Why Revenue Could Accelerate
1Net investment income (NII) per share trends and dividend coverage ratios - market focuses on sustainability of $0.40-0.45 quarterly distributions
2Non-accrual loan levels and credit migration - any uptick in loans on non-accrual status (currently estimated 1-2% of portfolio) triggers NAV concerns
3Portfolio yield expansion or compression - spread between weighted average portfolio yield (estimated 9-10%) and cost of debt (estimated 5-6%)
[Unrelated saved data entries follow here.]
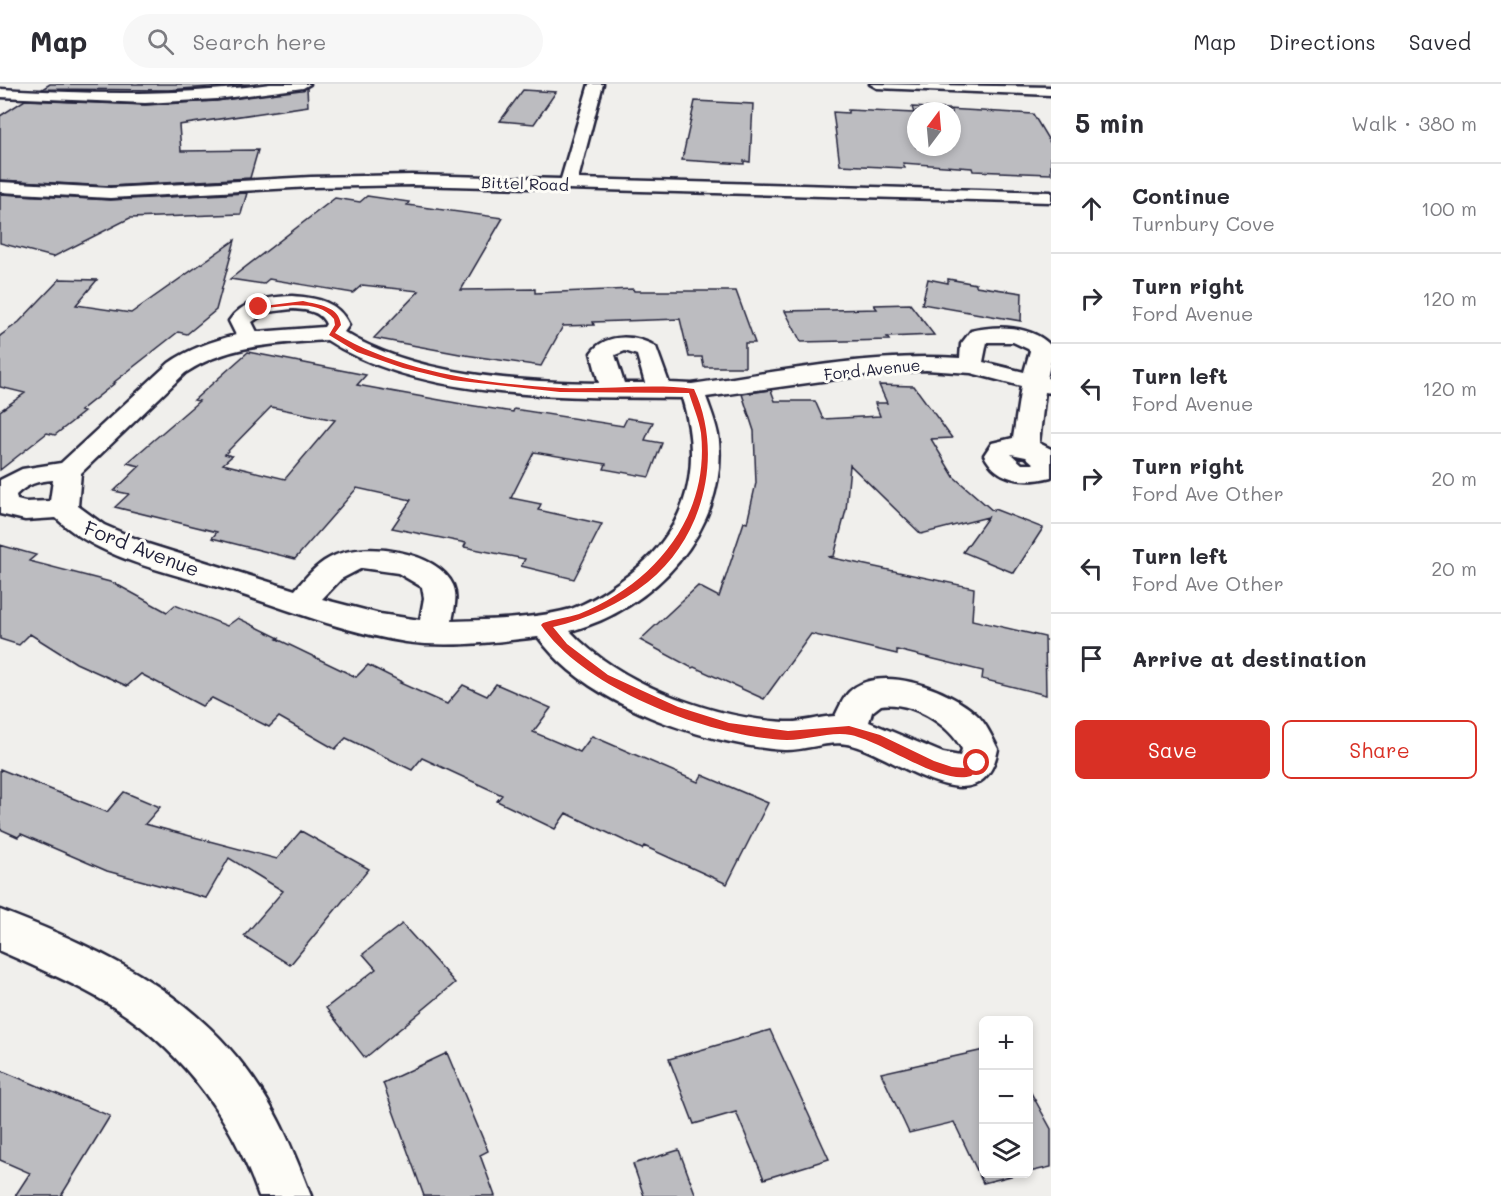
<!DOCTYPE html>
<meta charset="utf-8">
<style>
:root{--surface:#fff;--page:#f7f7f7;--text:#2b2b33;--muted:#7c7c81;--line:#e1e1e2;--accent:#d93025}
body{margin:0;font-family:Mali,sans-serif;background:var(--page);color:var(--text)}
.controls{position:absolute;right:18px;bottom:18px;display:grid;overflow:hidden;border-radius:9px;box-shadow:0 3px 9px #0003}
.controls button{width:54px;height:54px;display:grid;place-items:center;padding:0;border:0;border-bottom:2px solid var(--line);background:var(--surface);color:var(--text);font:30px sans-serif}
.compass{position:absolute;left:907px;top:18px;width:54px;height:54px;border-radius:50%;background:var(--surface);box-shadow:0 3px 9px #0003;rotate:16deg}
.stop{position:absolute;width:18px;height:18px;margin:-14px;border:4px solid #d93025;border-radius:50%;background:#fff}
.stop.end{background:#d93025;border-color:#fff;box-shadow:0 2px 6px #0008}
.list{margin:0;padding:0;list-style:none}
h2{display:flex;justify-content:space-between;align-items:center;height:78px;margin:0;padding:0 24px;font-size:26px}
h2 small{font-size:20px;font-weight:400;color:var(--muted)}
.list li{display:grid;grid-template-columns:39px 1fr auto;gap:18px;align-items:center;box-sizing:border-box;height:90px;padding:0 24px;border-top:2px solid var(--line)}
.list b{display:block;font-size:22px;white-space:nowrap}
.list p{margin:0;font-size:20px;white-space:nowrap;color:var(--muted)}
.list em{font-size:20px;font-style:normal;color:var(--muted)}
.actions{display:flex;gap:12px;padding:18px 24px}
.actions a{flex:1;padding:14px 0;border:2px solid var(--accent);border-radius:9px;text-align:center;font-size:21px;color:var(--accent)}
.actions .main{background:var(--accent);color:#fff}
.icon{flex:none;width:33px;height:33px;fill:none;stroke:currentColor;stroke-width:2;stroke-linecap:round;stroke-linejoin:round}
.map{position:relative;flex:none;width:1051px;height:1112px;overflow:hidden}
header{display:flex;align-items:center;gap:36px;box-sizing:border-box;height:84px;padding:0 30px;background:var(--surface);border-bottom:2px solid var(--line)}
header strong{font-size:28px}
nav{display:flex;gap:33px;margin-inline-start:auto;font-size:21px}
.search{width:420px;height:54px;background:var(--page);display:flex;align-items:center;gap:15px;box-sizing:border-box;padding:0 21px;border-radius:33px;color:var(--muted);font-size:22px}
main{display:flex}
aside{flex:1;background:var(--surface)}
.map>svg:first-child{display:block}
.building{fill:#bcbcc0;stroke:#22223b;stroke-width:1.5;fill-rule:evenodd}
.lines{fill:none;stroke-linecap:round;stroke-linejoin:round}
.street-casing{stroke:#22223b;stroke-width:5}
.secondary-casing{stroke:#22223b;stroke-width:5}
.street{fill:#fdfcf7;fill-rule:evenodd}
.secondary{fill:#fdfcf7;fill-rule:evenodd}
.route{fill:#d93025}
.labels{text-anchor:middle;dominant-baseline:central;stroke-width:6;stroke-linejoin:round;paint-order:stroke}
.far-street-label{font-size:16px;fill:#22223b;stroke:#fdfcf7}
.street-label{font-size:20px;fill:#22223b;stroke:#fdfcf7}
</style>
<header>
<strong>Map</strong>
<div class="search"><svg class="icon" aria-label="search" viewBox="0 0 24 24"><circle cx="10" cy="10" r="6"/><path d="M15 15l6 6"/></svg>Search here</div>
<nav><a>Map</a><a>Directions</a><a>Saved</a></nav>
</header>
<main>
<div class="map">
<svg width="1051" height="1112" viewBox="0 0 1051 1112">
<rect width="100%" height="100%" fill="#f0efec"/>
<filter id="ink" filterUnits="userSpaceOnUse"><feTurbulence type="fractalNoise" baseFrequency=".0167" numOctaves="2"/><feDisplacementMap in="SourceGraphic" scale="12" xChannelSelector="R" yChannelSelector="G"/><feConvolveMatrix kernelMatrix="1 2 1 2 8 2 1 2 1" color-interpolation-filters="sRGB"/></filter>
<g filter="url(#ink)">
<path class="building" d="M50,0H250L168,6L42,5Z
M307,4L308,22L179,41L181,67L258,66L250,94L110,102L0,96V32L25,16L145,21L217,17Z
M523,6L556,8L534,40L500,37Z
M695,17L753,20L750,78L744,77V80L682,76Z
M912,23L1033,30L1051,60V90L973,87L972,84L903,79L905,84L840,81L833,28L848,29V26L914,29ZM916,27H952V63H916Z
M247,109L241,130L130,134L53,173L0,159V110L110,116Z
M367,112L409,118L407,121L503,134L461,206L535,205V209L633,205L634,207H736L755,259H745V283H704L702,273H689L680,235L593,238L594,241L563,242L541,282L465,271L374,254L419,207L362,201L353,209L269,195L263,200L230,195L335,114L360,118Z
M235,156L216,226L187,250L178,248L113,299H115L80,327L84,328L55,351L47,349L0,386V327L25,309L0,303V252L19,238L60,195L97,196L76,221L131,229Z
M928,195L948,199V195L976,200V202L1022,209L1021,237L922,220Z
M910,220L934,251L887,253L889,256L801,258L785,227L877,225L874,221Z
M248,268L366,291L357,301L462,320L513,328L514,325L623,342L627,334L653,338L645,356L662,359L649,393L604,385L606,380L534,368L511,414L541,420L538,426L602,440L574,495L521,482L525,475L464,463L466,459L392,444L411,416L357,404L295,475L212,454L217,448L115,423L129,410L114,407L140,382L127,379L199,317L194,316ZM271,323L335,336L285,395L223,380L232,372L225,370Z
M879,301L914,302L952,354L931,355L954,393L993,427L994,425L1043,444L1014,489L963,468L988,433L921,450L850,381L846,426L834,472L828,473L974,504L972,536L1045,553L1046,611L982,595L983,587L897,566V570L811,550L764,615L694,583L692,584L640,556L698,502L719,513L744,438L747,439L756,399L754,347L742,310L771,306L775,317H815L823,335L880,332L875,319H887Z
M0,461L36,471L29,477L114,499L167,528L175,521L227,542L238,534L279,554L277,555L356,593L368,581L402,598L400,599L447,620L463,601L487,612L496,600L551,624L533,648L580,668L592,652L698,698L702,691L768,719L727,800L644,762L642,765L566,729L555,745L497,717L502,711L422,674L412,686L346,654L335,665L279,633L269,643L212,614L202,622L141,590L127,602L76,579L30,550L19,561L0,555Z
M0,685L107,728L124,708L160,723L145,740L277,775L301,747L369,785L290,881L244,852L283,807L229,774L206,814L107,787L21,750L18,753L0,745Z
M402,840L455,899L365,974L326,924L376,885L363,870Z
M770,946L829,1075L764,1095L736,1028L694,1040L669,975Z
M984,966V1089H1023L983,1099L954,1038L909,1049L881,989Z
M447,969L488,1067L480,1071L495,1112H424L383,999Z
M0,986L110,1032L61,1112H15L30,1089L0,1076Z
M1029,1005L1051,1045V1083L1029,1088Z
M679,1066L696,1112H644L633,1080Z"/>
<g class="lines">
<defs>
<path id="street" d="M589,0H603L578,95L1051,108V118L412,101L311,103L110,114L0,108V98L110,104L311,93L412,91L561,95Z
M292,212C317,214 338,217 349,241L344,248C413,291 519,298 599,299L591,269C606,248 637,251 656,263L669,299L692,300C780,288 871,268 960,274L961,260L971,247C997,241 1032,241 1051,262V277L1047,294L1051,295V309L1045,308L1039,359L1051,365V393C1024,400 997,397 984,371L992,359L1013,354L1021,302L971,289L926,286L880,289L706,313C711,327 717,341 719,357C727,447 653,526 570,547C620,601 713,634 785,638C802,639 819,633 835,632C839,624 843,614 849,608C879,578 950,606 976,630C986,639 992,653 998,665C982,747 896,672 852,661C829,655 807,667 784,666C715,661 623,631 569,586C557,576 547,565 538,553C494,558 450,564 406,558C346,549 289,526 231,507C174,489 101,477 56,434L25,436L0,430V396L22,385L61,379L169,279C189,265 212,257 236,251L229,237C243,216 268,213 292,212ZM292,225C305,226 320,226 326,240L324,243L257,248L252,238L267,228ZM327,256C422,318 572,313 682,314C705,389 684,454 619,498C604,509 588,519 571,525C536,535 488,536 452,537C454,526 458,512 453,501C437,467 368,458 336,471C318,478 307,492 295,506L148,460L104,441L78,422L81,389L185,289C229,260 276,260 327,256ZM987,258H1013L1028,265L1030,267L1024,288L983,278ZM625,267L637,271L645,299H624L615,271ZM1011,370L1026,373L1034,380H1022ZM53,396L50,417L25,418L17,416L16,411C27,400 38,397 53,396ZM362,484L398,489L422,503L424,514L420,536L380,530L322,515L341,495ZM881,621C911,617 948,639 962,665L960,672L943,669L869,638L872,628Z
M0,826C113,869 214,918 274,1028C289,1055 300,1084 311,1112H259C229,1027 174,956 95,912C64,895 32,881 0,867Z"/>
<path id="secondary" d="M270,0H310L303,4L217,15L145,19L0,13V5C91,10 179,12 270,0Z
M870,0L1051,3V11L877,4Z"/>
</defs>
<use href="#street" class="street-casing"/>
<use href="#secondary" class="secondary-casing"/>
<use href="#street" class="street"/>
<use href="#secondary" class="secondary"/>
</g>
</g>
<path class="route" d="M303,217C319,221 339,222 341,241L335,249C399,288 486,300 561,304C605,306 651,299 694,305C724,370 704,453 648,498C620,520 587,535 553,543L567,560L608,591L678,623L729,639L788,647L849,642L880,651L934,677L952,683L964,684L977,675L981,676V682L971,692C940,701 884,658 851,651C831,647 808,656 787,656C711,653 585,606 541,541L543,539C554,535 567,534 579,530C654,500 710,433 701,349C699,336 693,322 689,309L560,308L452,296L403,284L357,268L329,251L335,241L334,235C317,214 282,223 259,225L256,223Z"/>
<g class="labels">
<g class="far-street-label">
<text transform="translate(525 99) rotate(2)">Bittel Road</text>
<text transform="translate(872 285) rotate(-6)">Ford Avenue</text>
</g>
<g class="street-label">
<text transform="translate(142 464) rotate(21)">Ford Avenue</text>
</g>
</g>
</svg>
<div class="controls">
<button>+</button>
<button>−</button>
<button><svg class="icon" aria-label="layers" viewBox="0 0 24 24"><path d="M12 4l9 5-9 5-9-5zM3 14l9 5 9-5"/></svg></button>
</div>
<svg class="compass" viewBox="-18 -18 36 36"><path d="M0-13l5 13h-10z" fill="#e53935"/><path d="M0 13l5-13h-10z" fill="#7c7c81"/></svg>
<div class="stop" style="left:977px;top:679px"></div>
<div class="stop end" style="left:259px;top:223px"></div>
</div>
<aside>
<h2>5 min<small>Walk · 380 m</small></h2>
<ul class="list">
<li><svg class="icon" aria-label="ahead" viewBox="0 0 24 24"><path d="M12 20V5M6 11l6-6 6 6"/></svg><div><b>Continue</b><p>Turnbury Cove</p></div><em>100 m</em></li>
<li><svg class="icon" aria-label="right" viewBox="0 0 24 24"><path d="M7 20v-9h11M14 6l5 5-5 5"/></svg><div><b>Turn right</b><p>Ford Avenue</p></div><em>120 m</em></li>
<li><svg class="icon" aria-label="left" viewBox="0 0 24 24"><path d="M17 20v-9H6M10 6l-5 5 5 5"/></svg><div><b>Turn left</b><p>Ford Avenue</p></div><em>120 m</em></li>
<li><svg class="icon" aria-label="right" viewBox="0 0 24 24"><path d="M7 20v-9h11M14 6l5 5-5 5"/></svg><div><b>Turn right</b><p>Ford Ave Other</p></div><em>20 m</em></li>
<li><svg class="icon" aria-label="left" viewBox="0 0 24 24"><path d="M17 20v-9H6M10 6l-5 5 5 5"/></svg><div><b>Turn left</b><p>Ford Ave Other</p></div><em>20 m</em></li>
<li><svg class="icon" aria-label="arrive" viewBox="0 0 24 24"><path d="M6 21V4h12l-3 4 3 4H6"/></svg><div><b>Arrive at destination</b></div></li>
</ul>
<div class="actions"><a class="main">Save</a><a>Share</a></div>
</aside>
</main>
4Net asset value (NAV) per share trajectory - book value erosion from credit losses or fair value markdowns drives the 0.7x P/B discount
5New loan origination volumes and deployment pace - ability to deploy capital at attractive risk-adjusted returns in competitive market
dividend/income - BDCs attract yield-focused investors seeking high single-digit to low double-digit dividend yields with monthly/quarterly…
Moderately positive to rising rates in the short term, but complex dynamics.
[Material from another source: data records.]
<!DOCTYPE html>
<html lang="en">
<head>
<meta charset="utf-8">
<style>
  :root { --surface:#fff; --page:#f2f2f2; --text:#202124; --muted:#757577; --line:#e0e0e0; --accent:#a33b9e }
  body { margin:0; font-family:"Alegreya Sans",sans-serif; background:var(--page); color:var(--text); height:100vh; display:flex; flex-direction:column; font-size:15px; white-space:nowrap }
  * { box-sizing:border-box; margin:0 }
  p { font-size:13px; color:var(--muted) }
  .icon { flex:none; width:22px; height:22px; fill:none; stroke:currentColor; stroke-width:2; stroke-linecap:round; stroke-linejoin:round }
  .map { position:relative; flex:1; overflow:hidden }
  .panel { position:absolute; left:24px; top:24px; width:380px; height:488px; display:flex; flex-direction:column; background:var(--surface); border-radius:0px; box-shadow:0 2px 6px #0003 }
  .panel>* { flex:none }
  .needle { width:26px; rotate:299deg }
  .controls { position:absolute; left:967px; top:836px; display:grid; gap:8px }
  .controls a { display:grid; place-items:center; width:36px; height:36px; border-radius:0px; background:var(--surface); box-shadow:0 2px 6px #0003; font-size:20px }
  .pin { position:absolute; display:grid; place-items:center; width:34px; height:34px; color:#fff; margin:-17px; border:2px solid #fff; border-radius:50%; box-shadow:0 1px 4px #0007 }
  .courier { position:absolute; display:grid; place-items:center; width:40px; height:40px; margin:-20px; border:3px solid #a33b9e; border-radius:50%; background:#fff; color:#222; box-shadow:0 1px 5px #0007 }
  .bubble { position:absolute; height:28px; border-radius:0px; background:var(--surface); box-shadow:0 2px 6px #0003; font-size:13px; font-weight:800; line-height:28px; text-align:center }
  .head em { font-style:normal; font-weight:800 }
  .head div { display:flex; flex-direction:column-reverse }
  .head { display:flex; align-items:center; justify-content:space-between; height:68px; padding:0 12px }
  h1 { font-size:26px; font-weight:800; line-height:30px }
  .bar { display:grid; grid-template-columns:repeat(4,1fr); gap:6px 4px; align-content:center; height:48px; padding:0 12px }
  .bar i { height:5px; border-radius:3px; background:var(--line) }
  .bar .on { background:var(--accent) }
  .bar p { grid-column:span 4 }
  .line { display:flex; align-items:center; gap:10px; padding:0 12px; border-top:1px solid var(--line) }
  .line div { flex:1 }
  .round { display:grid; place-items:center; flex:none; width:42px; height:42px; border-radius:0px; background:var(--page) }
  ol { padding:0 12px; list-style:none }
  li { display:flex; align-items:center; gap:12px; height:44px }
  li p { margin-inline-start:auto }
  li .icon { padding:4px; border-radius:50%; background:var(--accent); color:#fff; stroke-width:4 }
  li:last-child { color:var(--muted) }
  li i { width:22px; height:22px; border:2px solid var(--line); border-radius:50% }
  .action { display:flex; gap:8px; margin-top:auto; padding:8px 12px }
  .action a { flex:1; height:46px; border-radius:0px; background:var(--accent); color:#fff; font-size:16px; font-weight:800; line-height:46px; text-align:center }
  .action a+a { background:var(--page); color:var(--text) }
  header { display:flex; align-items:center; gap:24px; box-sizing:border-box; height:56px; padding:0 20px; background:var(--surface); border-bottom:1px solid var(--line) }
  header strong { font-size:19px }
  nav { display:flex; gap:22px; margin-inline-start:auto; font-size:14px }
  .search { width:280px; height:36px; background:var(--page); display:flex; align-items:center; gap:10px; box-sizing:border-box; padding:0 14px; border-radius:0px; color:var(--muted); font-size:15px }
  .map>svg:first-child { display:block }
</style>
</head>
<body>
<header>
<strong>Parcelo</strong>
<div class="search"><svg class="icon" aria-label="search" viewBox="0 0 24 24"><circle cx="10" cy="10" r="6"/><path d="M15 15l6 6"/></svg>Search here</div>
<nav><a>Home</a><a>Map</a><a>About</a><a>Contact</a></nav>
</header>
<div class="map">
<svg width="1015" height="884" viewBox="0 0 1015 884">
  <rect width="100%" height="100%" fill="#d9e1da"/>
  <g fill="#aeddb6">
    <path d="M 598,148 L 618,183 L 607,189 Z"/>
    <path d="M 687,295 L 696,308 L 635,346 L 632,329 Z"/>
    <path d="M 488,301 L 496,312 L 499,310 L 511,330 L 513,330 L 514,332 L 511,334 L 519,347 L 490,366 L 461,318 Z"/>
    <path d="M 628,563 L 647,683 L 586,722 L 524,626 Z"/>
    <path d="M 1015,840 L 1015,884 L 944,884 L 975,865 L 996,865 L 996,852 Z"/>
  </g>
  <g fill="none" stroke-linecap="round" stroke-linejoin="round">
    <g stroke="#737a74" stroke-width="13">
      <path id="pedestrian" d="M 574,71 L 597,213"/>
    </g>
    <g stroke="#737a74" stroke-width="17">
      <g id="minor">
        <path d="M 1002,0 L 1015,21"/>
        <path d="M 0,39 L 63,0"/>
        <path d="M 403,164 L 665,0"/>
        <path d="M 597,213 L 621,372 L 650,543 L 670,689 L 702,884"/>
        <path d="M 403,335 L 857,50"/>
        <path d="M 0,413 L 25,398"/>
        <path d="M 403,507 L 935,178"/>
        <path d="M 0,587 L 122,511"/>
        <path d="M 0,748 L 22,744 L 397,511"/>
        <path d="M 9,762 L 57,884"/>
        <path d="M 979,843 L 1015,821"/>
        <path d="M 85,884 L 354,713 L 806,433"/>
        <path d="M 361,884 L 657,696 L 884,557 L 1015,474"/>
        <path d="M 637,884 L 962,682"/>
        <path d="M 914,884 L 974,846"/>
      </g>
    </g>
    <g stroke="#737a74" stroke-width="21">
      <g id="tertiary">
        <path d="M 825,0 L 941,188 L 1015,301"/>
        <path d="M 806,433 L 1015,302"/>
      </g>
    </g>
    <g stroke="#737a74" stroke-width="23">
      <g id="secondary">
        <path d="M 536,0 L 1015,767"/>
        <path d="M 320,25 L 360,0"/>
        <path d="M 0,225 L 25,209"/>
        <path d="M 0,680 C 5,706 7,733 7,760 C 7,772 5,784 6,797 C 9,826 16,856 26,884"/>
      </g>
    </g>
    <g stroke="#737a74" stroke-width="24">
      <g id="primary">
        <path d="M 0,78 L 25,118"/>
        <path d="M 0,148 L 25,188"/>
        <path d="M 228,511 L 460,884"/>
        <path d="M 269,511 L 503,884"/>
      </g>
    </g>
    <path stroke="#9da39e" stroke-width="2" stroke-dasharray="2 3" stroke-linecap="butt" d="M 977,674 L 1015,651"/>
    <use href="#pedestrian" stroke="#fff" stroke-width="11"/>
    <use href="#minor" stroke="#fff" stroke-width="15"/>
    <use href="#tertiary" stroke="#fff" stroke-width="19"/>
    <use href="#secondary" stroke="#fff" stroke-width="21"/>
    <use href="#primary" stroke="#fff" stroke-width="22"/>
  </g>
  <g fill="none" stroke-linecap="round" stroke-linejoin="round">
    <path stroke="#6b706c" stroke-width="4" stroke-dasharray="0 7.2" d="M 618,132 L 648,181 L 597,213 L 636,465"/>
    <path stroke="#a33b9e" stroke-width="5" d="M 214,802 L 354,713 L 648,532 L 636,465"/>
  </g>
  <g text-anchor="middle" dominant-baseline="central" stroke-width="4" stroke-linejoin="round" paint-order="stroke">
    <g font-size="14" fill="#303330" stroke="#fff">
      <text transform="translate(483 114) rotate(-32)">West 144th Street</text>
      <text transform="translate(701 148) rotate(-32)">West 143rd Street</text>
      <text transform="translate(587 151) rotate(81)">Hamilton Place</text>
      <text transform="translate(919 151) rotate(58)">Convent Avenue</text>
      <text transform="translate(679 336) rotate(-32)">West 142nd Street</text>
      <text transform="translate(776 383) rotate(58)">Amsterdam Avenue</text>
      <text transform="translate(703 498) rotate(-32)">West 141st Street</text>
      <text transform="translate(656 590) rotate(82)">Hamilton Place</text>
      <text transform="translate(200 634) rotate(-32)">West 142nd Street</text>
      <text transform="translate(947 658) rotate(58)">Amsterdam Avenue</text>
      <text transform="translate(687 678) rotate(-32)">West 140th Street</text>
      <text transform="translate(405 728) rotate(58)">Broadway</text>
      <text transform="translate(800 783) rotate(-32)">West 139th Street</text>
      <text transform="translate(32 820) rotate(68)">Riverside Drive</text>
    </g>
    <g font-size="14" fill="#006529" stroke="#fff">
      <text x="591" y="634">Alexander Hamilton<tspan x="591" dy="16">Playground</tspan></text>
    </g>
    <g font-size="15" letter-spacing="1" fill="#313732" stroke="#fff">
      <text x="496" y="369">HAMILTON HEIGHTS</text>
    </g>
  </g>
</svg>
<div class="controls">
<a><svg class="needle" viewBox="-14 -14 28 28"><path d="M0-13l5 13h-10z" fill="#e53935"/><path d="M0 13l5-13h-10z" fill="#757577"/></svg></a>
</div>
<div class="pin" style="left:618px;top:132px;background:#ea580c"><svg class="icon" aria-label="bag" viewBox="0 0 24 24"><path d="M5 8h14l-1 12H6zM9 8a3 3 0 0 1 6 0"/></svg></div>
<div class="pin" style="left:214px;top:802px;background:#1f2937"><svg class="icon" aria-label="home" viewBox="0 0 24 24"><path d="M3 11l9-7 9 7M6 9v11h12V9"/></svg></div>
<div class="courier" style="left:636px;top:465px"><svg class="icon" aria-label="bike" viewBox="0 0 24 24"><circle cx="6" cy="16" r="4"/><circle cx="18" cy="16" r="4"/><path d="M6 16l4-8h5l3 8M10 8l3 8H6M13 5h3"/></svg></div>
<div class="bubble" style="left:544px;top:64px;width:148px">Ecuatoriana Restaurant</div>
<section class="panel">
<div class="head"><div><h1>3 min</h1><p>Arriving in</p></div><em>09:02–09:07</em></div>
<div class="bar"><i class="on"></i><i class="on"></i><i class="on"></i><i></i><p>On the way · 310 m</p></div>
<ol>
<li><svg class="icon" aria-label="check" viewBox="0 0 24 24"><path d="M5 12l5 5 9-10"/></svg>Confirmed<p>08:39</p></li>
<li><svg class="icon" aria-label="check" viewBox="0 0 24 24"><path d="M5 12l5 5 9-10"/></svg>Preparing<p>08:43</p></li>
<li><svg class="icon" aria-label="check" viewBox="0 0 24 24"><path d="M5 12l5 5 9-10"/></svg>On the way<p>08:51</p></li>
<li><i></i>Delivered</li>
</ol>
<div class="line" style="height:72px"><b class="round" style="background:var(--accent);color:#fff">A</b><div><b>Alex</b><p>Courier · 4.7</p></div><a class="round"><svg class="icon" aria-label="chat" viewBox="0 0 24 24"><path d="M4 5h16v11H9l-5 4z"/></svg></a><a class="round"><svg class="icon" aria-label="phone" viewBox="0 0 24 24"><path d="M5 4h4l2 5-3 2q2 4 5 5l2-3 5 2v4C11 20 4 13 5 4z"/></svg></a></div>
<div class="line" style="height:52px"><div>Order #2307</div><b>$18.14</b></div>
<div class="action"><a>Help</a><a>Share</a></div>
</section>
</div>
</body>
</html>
Watch on earnings: BAMLH0A0HYM2 high-yield credit spreads - leading indicator of corporate credit stress and BDC portfolio valuation pressure, Federal funds rate and SOFR trajectory - directly impacts floating-rate loan income and funding costs, S&P/LCD Leveraged Loan Index default rate - middle-market default rates typically run 100-200 bps higher than broadly syndicated market.
One Sentence Summary:
The bull case is simple: analysts see revenue climbing from $248M to $249M as net investment income (nii) per share trends and dividend coverage ratios - market focuses on sustainability.
Auto-composed from Stock Alarm intelligence, financial statements, and analyst estimates. Not investment advice.